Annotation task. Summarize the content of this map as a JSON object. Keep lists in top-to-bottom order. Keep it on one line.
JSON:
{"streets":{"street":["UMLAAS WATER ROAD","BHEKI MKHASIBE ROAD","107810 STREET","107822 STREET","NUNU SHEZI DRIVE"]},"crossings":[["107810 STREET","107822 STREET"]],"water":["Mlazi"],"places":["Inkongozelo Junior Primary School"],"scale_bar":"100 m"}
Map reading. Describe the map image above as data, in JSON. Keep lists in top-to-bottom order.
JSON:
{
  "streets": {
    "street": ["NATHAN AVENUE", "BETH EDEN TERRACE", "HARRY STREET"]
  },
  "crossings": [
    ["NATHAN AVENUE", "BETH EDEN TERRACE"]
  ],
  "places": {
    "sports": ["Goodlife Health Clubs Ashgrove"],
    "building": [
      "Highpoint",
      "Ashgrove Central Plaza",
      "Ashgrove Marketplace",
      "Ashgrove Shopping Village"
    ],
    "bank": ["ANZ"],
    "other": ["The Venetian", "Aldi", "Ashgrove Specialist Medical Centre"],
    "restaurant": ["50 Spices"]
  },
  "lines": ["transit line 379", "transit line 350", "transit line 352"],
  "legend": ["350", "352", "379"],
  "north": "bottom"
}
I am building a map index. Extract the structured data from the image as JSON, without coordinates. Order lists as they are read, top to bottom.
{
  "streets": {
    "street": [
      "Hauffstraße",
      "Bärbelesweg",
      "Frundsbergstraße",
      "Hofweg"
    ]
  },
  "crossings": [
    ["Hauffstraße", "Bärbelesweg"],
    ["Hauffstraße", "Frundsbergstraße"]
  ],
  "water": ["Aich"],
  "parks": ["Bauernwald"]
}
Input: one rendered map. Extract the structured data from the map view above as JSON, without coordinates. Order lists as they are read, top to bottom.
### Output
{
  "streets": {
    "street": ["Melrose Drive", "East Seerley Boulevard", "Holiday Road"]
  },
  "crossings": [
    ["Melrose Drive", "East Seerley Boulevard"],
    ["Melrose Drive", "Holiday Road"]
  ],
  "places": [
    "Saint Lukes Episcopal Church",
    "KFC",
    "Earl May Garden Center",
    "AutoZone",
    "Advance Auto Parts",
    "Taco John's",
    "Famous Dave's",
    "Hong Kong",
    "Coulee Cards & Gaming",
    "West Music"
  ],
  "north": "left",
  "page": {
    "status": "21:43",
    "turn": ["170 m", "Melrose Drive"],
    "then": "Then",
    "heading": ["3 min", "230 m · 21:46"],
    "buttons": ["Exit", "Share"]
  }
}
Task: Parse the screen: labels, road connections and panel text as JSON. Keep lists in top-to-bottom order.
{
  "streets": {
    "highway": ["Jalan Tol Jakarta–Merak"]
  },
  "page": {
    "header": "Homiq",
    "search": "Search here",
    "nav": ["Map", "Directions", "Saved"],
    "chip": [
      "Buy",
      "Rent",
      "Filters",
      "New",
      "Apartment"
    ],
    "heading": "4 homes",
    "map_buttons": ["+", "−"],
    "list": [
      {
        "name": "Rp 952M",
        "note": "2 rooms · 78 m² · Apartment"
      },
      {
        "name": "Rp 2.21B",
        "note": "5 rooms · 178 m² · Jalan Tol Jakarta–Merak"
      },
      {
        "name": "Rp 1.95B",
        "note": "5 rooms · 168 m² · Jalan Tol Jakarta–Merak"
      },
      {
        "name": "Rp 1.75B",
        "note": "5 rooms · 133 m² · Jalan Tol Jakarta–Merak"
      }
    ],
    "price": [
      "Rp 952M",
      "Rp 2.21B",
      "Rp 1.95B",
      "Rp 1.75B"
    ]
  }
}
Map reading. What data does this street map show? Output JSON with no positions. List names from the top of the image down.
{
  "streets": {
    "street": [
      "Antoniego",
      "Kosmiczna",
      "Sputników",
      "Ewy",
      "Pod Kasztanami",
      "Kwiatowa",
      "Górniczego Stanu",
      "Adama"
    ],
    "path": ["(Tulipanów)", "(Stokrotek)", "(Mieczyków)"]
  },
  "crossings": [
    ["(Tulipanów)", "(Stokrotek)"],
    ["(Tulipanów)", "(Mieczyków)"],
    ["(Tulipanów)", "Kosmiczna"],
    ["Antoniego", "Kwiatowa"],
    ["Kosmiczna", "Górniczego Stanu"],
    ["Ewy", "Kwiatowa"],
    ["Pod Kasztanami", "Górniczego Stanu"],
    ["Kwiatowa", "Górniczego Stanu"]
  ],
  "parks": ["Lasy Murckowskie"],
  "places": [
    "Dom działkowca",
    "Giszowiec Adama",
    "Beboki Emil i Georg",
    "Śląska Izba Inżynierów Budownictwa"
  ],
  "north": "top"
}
____________
# Task instructions
From the entries, copy out each line containing the word "above".

# Task solution
Map reading. Describe the map image above as data, in JSON. Keep lists in top-to-bottom order.
Input: one rendered map. Extract the structured data from the map view above as JSON, without coordinates. Order lists as they are read, top to bottom.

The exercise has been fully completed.